Never compare children, positively or negatively, as you could end up affecting their self-esteem. Don’t let others do it either. This will prevent the little ones from seeing each other as rivals.
- be realistic
The excitement of the arrival of the new baby can make us enter a world of fantasy, talking about how much better the world will be when the little one is in your arms, for example. This can make the child wonder why it wasn’t so great when it was just him, which can certainly bring up insecurities.
Present the situation to the child realistically, without creating false expectations. Use language that he can easily understand and encourage him to ask as many questions as he wants. In the same way, be just as realistic and reassure him of his value and importance to him as a person.
- Find ways for siblings to share
Siblings can be the best of friends, regardless of age; and a good way to help them grow in their relationship as siblings is to give them the opportunity to share and always count on the other.
Something as simple as encouraging them to play together, reading a book to both of them before bed, offering them chores to do together, etc. These types of activities to work on jealousy in children can be effective in improving the relationship.
- Let them be independent
Although it is positive to encourage them to do things together, siblings should always have the opportunity to enjoy a space alone, or an activity independently, for example.
The little ones must always have freedom of action, without requiring the constant company of their brother.
- Involve older siblings from the start
Jealousy of a brother older than 4 years or of any age can be generated from the first moment they know that a baby is on the way. Therefore, it is worth keeping no secrets from them and immediately involve them in the life of the little brother.
Talk about pregnancy, the months to wait for the baby’s arrival, what the role of each family member will be and, if possible, give small responsibilities to the little ones so that they see everything naturally. For example, choosing the baby ‘s car seat, talking to mom’s tummy from time to time, or whatever comes to mind without it being seen as an obligation.
- Dealing with children who attract attention
When a child does things to get attention, it is because he wants to be noticed. Therefore, instead of scolding him and leaving him aside, give him the attention he asks for and explain that it is not necessary to do things to get attention, because his parents love him and are aware of everything he needs.

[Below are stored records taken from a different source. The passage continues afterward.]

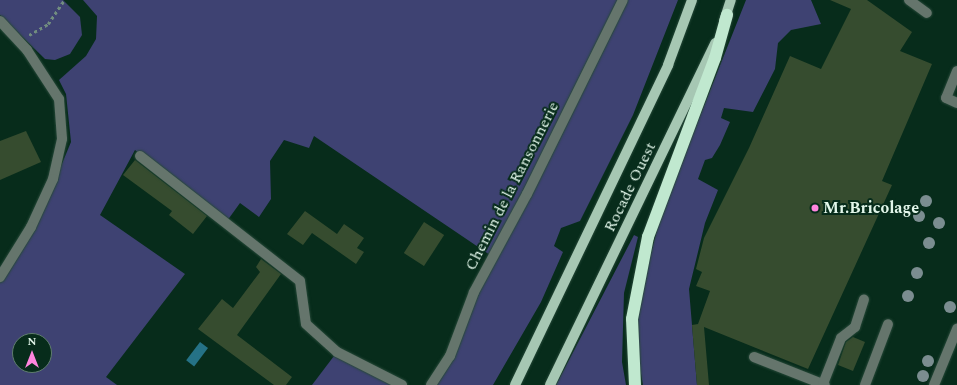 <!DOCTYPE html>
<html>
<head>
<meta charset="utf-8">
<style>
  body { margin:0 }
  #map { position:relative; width:957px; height:385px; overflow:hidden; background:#072c1b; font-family:Spectral,serif }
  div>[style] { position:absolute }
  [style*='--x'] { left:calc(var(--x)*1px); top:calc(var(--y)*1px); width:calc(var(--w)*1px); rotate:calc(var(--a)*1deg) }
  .green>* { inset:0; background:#3e4272 }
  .water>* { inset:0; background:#257286; transform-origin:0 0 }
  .building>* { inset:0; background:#364c2f; transform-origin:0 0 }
  .path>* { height:2.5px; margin-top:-1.25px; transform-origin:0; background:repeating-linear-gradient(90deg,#718d7f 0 3px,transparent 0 6px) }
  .roads { filter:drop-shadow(0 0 1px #264838) drop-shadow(0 0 1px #264838) }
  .minor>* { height:10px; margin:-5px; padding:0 5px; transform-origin:5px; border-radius:5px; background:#65756c }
  .major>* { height:10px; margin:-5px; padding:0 5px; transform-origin:5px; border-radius:5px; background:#a6c7b3 }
  .highway>* { height:12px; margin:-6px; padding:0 6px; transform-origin:6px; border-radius:6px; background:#c0e8cf }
  .trees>* { width:12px; height:12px; margin:-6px; border-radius:50%; background:#7b8d90 }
  .dots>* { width:11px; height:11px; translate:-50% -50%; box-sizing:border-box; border:2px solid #072c1b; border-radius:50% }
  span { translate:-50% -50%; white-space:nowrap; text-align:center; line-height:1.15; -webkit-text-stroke:4px #072c1b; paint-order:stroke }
  .street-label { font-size:16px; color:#e2f6ea }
  .poi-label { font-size:16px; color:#e2f6ea; font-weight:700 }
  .left { translate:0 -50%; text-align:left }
  .north { position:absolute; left:12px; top:333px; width:40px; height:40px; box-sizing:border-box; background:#072c1b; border:1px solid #5f7d6e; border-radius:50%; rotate:0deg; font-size:11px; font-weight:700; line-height:16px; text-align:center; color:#e2f6ea }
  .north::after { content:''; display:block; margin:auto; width:14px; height:18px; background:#ff85de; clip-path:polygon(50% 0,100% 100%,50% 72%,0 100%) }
</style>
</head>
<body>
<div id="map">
  <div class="green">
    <i style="clip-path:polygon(0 0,63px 0,80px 17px,82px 35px,70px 54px,55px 60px,45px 59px,0 15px)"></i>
    <i style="clip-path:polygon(evenodd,83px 0,678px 0,633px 115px,580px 221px,561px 228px,554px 246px,563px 252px,541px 302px,493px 385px,431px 385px,493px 257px,314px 136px,309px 148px,284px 140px,270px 161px,271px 199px,259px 217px,240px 203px,227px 221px,135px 150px,100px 215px,185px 274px,106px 377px,117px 385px,0 385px,0 267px,36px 226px,71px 142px,66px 94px,59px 80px,86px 56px,96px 39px,97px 16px,83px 0,20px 341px,44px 341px,44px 365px,20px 365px,20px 341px)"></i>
    <i style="clip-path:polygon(746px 0,811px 0,821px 24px,791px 30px,778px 43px,775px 69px,753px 112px,724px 108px,721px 118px,730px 122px,720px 145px,712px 158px,705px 160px,698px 179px,718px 190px,705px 223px,689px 289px,697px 385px,643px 385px,637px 351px,637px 309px,661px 214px)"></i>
    <i style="clip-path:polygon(634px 235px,638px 237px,624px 293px,622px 362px,626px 385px,556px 385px)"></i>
    <i style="clip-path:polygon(337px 352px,402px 385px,312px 385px)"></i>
  </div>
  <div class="water">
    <i style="left:200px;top:342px;width:10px;height:23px;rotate:37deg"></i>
  </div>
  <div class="building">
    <i style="clip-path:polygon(830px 0,867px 0,912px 32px,900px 51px,932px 64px,882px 181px,892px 185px,808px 369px,704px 327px,709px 385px,697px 385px,692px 325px,698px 324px,710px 291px,696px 286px,702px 272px,696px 269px,704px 238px,749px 148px,790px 56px,821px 69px,851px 9px)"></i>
    <i style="clip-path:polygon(26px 131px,41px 162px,0 180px,0 141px)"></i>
    <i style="clip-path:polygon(135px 160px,207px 216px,193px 234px,169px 215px,172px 211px,123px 175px)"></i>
    <i style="clip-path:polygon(305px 211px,337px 234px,344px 224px,364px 238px,357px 248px,364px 252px,356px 264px,312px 233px,303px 245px,287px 234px)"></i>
    <i style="left:424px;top:222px;width:24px;height:37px;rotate:33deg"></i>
    <i style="clip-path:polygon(261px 259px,281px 274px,237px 335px,292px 377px,286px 385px,274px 385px,198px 329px,222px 299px,233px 308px,260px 272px,256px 267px)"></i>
    <i style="clip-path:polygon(853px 337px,865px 342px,853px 371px,838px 365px,846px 342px)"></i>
  </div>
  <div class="path">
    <i style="--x:29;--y:35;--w:22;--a:-30"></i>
    <i style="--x:48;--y:24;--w:29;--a:-56"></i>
  </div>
  <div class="roads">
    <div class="minor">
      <i style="--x:909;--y:0;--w:22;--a:36"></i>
      <i style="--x:0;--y:21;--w:40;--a:47"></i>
      <i style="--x:27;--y:50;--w:59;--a:56.9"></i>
      <i style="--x:59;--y:99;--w:40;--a:85.7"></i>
      <i style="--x:62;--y:139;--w:41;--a:102.7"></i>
      <i style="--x:53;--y:179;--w:53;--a:114.6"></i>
      <i style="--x:31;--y:227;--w:59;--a:121.8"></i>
      <i style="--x:957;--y:71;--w:29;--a:112"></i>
      <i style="--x:946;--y:98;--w:12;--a:24"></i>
      <i style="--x:140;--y:156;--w:203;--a:38"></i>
      <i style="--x:300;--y:281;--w:43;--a:82.1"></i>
      <i style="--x:306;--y:324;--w:42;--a:42.1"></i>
      <i style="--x:337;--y:352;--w:73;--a:26.9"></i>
      <i style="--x:754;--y:357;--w:76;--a:21.5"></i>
      <i style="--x:823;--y:384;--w:49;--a:-68.6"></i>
      <i style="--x:841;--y:338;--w:18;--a:-38"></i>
      <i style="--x:855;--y:327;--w:29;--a:-72"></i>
      <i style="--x:431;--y:385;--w:35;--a:-57"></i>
      <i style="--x:450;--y:356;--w:68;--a:-69.4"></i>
      <i style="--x:474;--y:292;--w:111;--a:-61.6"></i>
      <i style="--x:527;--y:194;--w:216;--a:-63.7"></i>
      <i style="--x:865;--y:385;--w:65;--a:-69.3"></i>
      <i style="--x:934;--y:385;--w:61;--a:-67.7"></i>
    </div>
    <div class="major">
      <i style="--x:724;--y:21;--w:22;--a:-72"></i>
      <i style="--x:515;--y:385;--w:355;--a:-64.4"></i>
      <i style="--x:668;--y:65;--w:69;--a:-69.7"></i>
      <i style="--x:550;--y:385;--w:380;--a:-64.2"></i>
    </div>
    <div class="highway">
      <i style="--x:635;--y:385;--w:66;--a:-92.6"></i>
      <i style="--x:632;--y:319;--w:84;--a:-79"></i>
      <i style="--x:648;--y:237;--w:191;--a:-69.5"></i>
      <i style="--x:715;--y:58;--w:45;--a:-74.4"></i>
    </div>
  </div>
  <div class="trees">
    <i style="left:926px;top:201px"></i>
    <i style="left:919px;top:216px"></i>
    <i style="left:939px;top:223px"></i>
    <i style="left:929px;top:243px"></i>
    <i style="left:917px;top:273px"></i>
    <i style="left:908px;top:296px"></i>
    <i style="left:950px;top:307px"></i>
    <i style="left:928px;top:361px"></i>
    <i style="left:923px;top:376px"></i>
  </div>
  <div class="dots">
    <i style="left:815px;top:208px;background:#ff85de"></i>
  </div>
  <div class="street-label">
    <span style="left:512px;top:186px;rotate:-63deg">Chemin de la Ransonnerie</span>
    <span style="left:630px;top:187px;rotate:-64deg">Rocade Ouest</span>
  </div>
  <div class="poi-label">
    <span class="left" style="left:823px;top:208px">Mr.Bricolage</span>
  </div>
  <div class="north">N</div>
</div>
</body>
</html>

Reflect on why he might have needed to draw attention and try to involve him more to prevent this from happening again.
These are the recommendations of the Montessori method which, since its appearance, have helped many parents deal with jealousy between siblings and improve the relationship between children. Always remember to put yourself in the little one’s shoes and resolve conflicts from empathy, understanding and love. In this way it will always be easier to solve this type of rivalry.